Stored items
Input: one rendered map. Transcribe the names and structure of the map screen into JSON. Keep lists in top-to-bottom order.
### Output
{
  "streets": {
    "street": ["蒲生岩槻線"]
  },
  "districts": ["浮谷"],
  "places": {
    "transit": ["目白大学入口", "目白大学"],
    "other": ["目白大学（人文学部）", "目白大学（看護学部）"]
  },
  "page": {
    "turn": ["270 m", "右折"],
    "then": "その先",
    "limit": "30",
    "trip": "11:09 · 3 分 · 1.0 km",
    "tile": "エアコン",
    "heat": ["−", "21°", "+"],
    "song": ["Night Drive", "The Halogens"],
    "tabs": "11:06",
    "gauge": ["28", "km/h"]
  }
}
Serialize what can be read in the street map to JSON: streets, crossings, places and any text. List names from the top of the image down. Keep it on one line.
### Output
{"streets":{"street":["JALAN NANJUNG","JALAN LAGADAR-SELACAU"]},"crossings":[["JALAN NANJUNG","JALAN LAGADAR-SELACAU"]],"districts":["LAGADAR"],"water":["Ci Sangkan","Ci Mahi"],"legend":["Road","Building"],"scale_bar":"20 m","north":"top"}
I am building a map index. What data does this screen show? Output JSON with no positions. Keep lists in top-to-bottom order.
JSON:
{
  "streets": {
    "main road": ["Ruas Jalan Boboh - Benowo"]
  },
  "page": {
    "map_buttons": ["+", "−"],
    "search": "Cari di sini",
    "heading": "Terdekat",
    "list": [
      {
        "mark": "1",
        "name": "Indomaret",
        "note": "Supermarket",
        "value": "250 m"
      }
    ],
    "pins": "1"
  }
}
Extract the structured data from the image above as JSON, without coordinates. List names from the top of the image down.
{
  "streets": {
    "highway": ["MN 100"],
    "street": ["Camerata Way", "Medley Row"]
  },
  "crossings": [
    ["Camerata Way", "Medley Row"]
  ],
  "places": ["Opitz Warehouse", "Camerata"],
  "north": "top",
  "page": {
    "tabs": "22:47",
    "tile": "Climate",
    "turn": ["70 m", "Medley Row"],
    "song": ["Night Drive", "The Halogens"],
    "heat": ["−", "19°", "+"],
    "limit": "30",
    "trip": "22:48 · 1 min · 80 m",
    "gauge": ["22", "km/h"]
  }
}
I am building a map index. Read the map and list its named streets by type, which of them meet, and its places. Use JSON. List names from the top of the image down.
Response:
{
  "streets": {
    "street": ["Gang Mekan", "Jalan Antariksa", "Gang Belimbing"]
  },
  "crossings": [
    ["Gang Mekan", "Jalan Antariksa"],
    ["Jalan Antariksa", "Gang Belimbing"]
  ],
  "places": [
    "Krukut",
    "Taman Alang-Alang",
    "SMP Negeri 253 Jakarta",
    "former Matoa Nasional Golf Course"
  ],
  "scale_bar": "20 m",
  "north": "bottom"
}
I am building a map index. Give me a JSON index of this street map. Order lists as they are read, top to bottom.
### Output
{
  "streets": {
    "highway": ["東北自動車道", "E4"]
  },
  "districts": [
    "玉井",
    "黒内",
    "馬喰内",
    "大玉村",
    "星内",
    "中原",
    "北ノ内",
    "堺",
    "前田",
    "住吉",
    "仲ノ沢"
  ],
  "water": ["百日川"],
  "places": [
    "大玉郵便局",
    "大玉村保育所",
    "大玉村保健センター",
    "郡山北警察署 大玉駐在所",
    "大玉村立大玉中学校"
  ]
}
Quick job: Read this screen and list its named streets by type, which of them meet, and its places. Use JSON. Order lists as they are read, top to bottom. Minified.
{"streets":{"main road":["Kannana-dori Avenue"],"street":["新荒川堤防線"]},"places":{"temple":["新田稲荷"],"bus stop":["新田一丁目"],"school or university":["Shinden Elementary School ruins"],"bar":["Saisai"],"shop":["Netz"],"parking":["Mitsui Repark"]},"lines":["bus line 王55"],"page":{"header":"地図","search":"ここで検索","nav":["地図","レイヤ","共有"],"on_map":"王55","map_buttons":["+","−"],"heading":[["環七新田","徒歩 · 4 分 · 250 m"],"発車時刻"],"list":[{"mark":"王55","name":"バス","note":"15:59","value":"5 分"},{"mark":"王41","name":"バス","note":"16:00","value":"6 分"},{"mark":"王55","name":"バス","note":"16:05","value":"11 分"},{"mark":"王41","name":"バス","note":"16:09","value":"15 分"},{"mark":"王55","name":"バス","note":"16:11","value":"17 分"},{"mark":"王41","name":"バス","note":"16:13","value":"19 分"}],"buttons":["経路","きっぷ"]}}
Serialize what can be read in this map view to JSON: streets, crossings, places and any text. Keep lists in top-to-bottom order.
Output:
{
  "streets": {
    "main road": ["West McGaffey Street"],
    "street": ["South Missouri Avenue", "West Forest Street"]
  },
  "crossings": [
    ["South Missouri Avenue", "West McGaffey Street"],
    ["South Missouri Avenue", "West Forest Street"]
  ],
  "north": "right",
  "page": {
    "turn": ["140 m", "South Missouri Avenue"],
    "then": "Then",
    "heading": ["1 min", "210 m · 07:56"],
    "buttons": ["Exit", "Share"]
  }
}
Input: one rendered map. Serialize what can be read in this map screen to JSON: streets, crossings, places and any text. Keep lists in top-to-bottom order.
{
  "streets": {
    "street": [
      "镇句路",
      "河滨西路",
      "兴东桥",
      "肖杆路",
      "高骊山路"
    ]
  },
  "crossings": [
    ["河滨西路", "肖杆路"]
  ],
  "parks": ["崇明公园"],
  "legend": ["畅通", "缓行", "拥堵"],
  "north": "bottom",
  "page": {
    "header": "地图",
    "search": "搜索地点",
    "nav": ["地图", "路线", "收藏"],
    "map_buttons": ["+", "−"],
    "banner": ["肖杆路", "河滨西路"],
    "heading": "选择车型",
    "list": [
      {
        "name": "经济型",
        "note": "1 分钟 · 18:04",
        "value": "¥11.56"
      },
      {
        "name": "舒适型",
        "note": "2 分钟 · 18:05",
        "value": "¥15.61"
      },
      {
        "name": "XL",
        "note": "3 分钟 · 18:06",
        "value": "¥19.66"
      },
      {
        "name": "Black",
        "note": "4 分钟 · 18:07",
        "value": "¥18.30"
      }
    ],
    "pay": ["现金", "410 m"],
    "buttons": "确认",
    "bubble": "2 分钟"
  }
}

## Task objective
Each line of the data above should appear again in your answer, exactly as given.

## Response
Input: one rendered map. Transcribe the names and structure of the map screen into JSON. Keep lists in top-to-bottom order.
### Output
{
  "streets": {
    "street": ["蒲生岩槻線"]
  },
  "districts": ["浮谷"],
  "places": {
    "transit": ["目白大学入口", "目白大学"],
    "other": ["目白大学（人文学部）", "目白大学（看護学部）"]
  },
  "page": {
    "turn": ["270 m", "右折"],
    "then": "その先",
    "limit": "30",
    "trip": "11:09 · 3 分 · 1.0 km",
    "tile": "エアコン",
    "heat": ["−", "21°", "+"],
    "song": ["Night Drive", "The Halogens"],
    "tabs": "11:06",
    "gauge": ["28", "km/h"]
  }
}
Serialize what can be read in the street map to JSON: streets, crossings, places and any text. List names from the top of the image down. Keep it on one line.
### Output
{"streets":{"street":["JALAN NANJUNG","JALAN LAGADAR-SELACAU"]},"crossings":[["JALAN NANJUNG","JALAN LAGADAR-SELACAU"]],"districts":["LAGADAR"],"water":["Ci Sangkan","Ci Mahi"],"legend":["Road","Building"],"scale_bar":"20 m","north":"top"}
I am building a map index. What data does this screen show? Output JSON with no positions. Keep lists in top-to-bottom order.
JSON:
{
  "streets": {
    "main road": ["Ruas Jalan Boboh - Benowo"]
  },
  "page": {
    "map_buttons": ["+", "−"],
    "search": "Cari di sini",
    "heading": "Terdekat",
    "list": [
      {
        "mark": "1",
        "name": "Indomaret",
        "note": "Supermarket",
        "value": "250 m"
      }
    ],
    "pins": "1"
  }
}
Extract the structured data from the image above as JSON, without coordinates. List names from the top of the image down.
{
  "streets": {
    "highway": ["MN 100"],
    "street": ["Camerata Way", "Medley Row"]
  },
  "crossings": [
    ["Camerata Way", "Medley Row"]
  ],
  "places": ["Opitz Warehouse", "Camerata"],
  "north": "top",
  "page": {
    "tabs": "22:47",
    "tile": "Climate",
    "turn": ["70 m", "Medley Row"],
    "song": ["Night Drive", "The Halogens"],
    "heat": ["−", "19°", "+"],
    "limit": "30",
    "trip": "22:48 · 1 min · 80 m",
    "gauge": ["22", "km/h"]
  }
}
I am building a map index. Read the map and list its named streets by type, which of them meet, and its places. Use JSON. List names from the top of the image down.
Response:
{
  "streets": {
    "street": ["Gang Mekan", "Jalan Antariksa", "Gang Belimbing"]
  },
  "crossings": [
    ["Gang Mekan", "Jalan Antariksa"],
    ["Jalan Antariksa", "Gang Belimbing"]
  ],
  "places": [
    "Krukut",
    "Taman Alang-Alang",
    "SMP Negeri 253 Jakarta",
    "former Matoa Nasional Golf Course"
  ],
  "scale_bar": "20 m",
  "north": "bottom"
}
I am building a map index. Give me a JSON index of this street map. Order lists as they are read, top to bottom.
### Output
{
  "streets": {
    "highway": ["東北自動車道", "E4"]
  },
  "districts": [
    "玉井",
    "黒内",
    "馬喰内",
    "大玉村",
    "星内",
    "中原",
    "北ノ内",
    "堺",
    "前田",
    "住吉",
    "仲ノ沢"
  ],
  "water": ["百日川"],
  "places": [
    "大玉郵便局",
    "大玉村保育所",
    "大玉村保健センター",
    "郡山北警察署 大玉駐在所",
    "大玉村立大玉中学校"
  ]
}
Quick job: Read this screen and list its named streets by type, which of them meet, and its places. Use JSON. Order lists as they are read, top to bottom. Minified.
{"streets":{"main road":["Kannana-dori Avenue"],"street":["新荒川堤防線"]},"places":{"temple":["新田稲荷"],"bus stop":["新田一丁目"],"school or university":["Shinden Elementary School ruins"],"bar":["Saisai"],"shop":["Netz"],"parking":["Mitsui Repark"]},"lines":["bus line 王55"],"page":{"header":"地図","search":"ここで検索","nav":["地図","レイヤ","共有"],"on_map":"王55","map_buttons":["+","−"],"heading":[["環七新田","徒歩 · 4 分 · 250 m"],"発車時刻"],"list":[{"mark":"王55","name":"バス","note":"15:59","value":"5 分"},{"mark":"王41","name":"バス","note":"16:00","value":"6 分"},{"mark":"王55","name":"バス","note":"16:05","value":"11 分"},{"mark":"王41","name":"バス","note":"16:09","value":"15 分"},{"mark":"王55","name":"バス","note":"16:11","value":"17 分"},{"mark":"王41","name":"バス","note":"16:13","value":"19 分"}],"buttons":["経路","きっぷ"]}}
Serialize what can be read in this map view to JSON: streets, crossings, places and any text. Keep lists in top-to-bottom order.
Output:
{
  "streets": {
    "main road": ["West McGaffey Street"],
    "street": ["South Missouri Avenue", "West Forest Street"]
  },
  "crossings": [
    ["South Missouri Avenue", "West McGaffey Street"],
    ["South Missouri Avenue", "West Forest Street"]
  ],
  "north": "right",
  "page": {
    "turn": ["140 m", "South Missouri Avenue"],
    "then": "Then",
    "heading": ["1 min", "210 m · 07:56"],
    "buttons": ["Exit", "Share"]
  }
}
Input: one rendered map. Serialize what can be read in this map screen to JSON: streets, crossings, places and any text. Keep lists in top-to-bottom order.
{
  "streets": {
    "street": [
      "镇句路",
      "河滨西路",
      "兴东桥",
      "肖杆路",
      "高骊山路"
    ]
  },
  "crossings": [
    ["河滨西路", "肖杆路"]
  ],
  "parks": ["崇明公园"],
  "legend": ["畅通", "缓行", "拥堵"],
  "north": "bottom",
  "page": {
    "header": "地图",
    "search": "搜索地点",
    "nav": ["地图", "路线", "收藏"],
    "map_buttons": ["+", "−"],
    "banner": ["肖杆路", "河滨西路"],
    "heading": "选择车型",
    "list": [
      {
        "name": "经济型",
        "note": "1 分钟 · 18:04",
        "value": "¥11.56"
      },
      {
        "name": "舒适型",
        "note": "2 分钟 · 18:05",
        "value": "¥15.61"
      },
      {
        "name": "XL",
        "note": "3 分钟 · 18:06",
        "value": "¥19.66"
      },
      {
        "name": "Black",
        "note": "4 分钟 · 18:07",
        "value": "¥18.30"
      }
    ],
    "pay": ["现金", "410 m"],
    "buttons": "确认",
    "bubble": "2 分钟"
  }
}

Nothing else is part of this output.